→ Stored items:
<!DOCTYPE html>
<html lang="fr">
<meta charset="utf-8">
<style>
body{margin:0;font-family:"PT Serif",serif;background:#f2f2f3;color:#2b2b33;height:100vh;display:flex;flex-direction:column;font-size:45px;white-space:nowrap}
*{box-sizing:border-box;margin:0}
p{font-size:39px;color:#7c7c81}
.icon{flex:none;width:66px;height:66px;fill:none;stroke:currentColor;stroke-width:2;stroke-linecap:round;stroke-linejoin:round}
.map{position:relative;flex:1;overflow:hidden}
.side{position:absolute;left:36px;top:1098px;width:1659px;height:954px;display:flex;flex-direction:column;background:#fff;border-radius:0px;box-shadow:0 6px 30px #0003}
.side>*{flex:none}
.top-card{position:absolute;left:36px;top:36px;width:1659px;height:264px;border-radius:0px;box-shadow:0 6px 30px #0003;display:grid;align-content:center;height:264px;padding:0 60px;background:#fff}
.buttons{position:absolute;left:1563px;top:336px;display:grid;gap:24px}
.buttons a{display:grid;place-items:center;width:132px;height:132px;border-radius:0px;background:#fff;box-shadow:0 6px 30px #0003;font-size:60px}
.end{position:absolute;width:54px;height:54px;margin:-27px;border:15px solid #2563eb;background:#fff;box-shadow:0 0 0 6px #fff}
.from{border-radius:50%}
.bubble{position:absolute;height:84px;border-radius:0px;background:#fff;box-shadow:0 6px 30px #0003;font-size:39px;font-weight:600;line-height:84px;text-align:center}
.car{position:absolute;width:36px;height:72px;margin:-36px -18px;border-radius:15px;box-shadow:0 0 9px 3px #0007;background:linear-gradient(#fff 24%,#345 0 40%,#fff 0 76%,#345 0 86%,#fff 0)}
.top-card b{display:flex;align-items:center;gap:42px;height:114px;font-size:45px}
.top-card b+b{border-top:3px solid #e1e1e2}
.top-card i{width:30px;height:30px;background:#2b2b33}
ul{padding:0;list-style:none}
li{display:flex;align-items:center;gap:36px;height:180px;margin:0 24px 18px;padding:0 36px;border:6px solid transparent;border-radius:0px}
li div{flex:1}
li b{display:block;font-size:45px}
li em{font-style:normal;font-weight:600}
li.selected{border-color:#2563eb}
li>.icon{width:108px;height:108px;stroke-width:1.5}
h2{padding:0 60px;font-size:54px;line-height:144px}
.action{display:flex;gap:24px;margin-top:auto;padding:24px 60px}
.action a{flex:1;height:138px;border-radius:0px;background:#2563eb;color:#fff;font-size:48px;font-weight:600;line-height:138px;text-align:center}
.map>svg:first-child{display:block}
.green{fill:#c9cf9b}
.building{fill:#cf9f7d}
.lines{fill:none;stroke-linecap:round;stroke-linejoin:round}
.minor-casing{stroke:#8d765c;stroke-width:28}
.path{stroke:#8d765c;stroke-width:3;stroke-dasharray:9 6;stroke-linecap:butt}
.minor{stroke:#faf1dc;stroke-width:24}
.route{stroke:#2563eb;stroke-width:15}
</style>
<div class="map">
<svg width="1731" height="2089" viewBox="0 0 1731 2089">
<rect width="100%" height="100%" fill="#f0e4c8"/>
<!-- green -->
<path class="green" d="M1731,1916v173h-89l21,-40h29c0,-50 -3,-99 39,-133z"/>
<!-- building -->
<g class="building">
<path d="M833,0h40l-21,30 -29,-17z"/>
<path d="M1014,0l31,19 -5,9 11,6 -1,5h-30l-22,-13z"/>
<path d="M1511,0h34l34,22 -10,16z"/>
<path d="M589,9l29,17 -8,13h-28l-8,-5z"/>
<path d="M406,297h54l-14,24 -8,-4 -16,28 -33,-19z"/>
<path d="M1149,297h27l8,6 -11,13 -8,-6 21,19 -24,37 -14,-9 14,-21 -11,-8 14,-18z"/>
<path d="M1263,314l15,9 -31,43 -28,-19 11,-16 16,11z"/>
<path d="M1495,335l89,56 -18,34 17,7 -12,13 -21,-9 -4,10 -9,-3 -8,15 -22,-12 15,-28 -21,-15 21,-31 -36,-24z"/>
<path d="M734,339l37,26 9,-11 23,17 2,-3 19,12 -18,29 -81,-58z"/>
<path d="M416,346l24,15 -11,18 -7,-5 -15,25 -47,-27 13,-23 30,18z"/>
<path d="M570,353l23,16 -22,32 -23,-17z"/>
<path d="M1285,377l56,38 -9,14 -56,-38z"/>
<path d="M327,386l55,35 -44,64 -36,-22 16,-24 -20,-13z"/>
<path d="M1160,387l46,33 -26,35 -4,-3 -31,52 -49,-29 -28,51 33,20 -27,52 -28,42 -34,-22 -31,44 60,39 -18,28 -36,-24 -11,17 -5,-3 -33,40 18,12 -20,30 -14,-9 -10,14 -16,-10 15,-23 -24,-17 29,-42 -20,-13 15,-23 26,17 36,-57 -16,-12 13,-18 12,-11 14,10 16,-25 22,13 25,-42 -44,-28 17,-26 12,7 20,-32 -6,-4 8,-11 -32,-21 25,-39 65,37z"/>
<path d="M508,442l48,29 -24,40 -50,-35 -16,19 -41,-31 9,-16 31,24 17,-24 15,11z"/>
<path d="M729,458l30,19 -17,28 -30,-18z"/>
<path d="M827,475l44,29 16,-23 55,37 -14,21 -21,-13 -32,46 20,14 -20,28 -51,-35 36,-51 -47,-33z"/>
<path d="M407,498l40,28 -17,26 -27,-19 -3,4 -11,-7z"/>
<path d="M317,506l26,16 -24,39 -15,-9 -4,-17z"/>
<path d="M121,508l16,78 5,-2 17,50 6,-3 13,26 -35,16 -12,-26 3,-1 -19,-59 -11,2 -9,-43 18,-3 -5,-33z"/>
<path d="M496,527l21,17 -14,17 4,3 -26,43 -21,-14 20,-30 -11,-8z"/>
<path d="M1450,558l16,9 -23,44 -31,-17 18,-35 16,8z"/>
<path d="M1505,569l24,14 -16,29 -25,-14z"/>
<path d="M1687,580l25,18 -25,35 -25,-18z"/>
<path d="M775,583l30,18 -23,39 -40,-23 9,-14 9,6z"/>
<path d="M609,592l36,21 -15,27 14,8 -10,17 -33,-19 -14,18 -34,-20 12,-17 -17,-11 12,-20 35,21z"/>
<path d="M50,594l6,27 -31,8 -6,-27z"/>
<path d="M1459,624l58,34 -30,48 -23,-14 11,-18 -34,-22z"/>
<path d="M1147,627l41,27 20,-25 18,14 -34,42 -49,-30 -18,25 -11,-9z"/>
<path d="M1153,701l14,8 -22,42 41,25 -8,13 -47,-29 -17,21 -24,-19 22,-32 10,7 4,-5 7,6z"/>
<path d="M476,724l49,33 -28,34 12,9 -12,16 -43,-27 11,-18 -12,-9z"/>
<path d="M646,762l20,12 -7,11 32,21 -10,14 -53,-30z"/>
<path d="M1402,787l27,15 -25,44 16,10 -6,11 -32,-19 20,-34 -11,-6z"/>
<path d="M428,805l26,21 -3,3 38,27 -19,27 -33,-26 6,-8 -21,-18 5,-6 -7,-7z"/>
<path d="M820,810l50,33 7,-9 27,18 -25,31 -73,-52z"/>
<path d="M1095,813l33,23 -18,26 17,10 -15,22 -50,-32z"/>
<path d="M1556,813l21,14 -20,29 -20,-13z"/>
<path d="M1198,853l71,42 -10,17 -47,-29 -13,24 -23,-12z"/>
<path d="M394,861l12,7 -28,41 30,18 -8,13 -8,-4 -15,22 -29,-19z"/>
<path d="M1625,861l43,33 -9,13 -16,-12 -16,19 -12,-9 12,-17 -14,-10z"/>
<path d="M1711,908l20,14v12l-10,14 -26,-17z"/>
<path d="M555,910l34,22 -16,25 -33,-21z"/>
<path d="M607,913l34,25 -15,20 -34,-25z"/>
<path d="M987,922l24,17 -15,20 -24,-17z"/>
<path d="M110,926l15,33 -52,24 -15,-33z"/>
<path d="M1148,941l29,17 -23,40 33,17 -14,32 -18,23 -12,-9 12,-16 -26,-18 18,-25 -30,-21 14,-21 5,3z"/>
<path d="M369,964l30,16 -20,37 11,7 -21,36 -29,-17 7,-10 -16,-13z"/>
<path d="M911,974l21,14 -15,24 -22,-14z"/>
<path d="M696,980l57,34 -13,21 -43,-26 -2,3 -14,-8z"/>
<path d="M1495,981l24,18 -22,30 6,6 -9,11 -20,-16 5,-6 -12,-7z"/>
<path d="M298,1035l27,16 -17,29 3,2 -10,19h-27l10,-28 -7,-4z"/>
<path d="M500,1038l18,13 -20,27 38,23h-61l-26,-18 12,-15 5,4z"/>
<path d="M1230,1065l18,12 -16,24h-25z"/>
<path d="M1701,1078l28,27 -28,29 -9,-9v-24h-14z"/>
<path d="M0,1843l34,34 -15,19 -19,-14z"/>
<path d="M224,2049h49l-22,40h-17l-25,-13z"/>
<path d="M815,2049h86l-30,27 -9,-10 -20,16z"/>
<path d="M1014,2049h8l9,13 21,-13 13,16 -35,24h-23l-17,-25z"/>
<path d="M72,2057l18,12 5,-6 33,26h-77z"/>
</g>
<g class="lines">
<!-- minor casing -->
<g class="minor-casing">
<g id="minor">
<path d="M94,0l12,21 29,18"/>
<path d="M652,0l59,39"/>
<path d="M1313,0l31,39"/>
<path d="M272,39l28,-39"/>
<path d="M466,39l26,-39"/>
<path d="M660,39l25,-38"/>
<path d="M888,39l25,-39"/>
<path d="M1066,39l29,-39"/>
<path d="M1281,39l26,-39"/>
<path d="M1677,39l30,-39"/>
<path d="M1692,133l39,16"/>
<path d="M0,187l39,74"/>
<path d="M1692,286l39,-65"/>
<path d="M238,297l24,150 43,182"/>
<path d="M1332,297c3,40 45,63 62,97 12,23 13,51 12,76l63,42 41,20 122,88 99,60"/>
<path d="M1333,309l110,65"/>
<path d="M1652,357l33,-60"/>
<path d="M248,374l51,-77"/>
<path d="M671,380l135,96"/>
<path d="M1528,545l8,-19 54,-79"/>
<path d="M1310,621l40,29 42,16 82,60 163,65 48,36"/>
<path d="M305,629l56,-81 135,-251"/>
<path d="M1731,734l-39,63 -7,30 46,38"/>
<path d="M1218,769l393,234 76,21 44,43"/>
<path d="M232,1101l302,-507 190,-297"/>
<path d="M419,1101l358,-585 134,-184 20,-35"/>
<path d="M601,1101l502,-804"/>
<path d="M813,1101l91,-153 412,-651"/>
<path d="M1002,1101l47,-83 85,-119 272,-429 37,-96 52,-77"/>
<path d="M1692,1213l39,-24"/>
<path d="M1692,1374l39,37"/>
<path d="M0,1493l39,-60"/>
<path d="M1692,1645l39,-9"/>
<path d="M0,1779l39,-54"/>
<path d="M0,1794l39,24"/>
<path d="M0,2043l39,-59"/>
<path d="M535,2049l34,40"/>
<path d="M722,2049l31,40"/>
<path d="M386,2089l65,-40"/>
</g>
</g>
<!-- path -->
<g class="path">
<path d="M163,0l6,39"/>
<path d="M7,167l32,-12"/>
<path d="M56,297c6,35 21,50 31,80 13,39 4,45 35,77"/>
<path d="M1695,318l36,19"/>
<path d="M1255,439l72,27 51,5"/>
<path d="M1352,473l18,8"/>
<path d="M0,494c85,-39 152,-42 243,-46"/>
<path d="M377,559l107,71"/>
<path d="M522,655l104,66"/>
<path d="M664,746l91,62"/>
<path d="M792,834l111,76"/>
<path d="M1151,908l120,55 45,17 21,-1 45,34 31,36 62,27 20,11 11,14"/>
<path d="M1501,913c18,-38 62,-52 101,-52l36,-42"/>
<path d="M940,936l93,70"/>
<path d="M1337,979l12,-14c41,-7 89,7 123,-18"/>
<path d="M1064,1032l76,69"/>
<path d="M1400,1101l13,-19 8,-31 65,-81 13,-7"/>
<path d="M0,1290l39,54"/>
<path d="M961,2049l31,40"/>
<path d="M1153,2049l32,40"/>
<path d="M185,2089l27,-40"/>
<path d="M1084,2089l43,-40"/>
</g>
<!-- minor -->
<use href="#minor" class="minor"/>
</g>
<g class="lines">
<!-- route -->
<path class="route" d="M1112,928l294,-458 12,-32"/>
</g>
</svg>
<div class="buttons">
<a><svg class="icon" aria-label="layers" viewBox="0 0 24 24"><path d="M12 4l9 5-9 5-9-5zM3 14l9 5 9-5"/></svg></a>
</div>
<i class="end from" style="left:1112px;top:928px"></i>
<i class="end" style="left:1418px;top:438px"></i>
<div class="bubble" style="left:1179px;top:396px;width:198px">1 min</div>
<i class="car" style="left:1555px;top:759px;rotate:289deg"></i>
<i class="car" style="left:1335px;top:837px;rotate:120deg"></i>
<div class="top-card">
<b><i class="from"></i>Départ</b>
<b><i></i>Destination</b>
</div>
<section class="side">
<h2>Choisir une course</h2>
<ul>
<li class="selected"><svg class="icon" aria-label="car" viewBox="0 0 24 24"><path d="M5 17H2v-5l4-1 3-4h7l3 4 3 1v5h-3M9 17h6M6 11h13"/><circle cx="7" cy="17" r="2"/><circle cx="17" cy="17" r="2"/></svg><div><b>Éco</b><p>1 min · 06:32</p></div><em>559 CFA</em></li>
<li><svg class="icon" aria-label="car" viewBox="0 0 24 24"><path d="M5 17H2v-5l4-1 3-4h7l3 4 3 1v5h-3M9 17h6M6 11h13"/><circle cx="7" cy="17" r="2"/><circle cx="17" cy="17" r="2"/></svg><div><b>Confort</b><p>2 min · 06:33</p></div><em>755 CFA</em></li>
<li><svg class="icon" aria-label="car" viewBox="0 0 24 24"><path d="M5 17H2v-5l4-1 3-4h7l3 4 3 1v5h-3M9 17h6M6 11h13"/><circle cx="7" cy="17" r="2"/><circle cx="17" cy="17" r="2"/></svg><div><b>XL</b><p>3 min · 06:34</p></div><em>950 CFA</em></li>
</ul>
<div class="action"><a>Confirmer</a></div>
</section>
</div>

→ AIM OF THE TASK: Wherever the word "casing" appears in the entries above, copy that whole line.

→ OUTPUT FOR THIS EXERCISE:
.minor-casing{stroke:#8d765c;stroke-width:28}
<!-- minor casing -->
<g class="minor-casing">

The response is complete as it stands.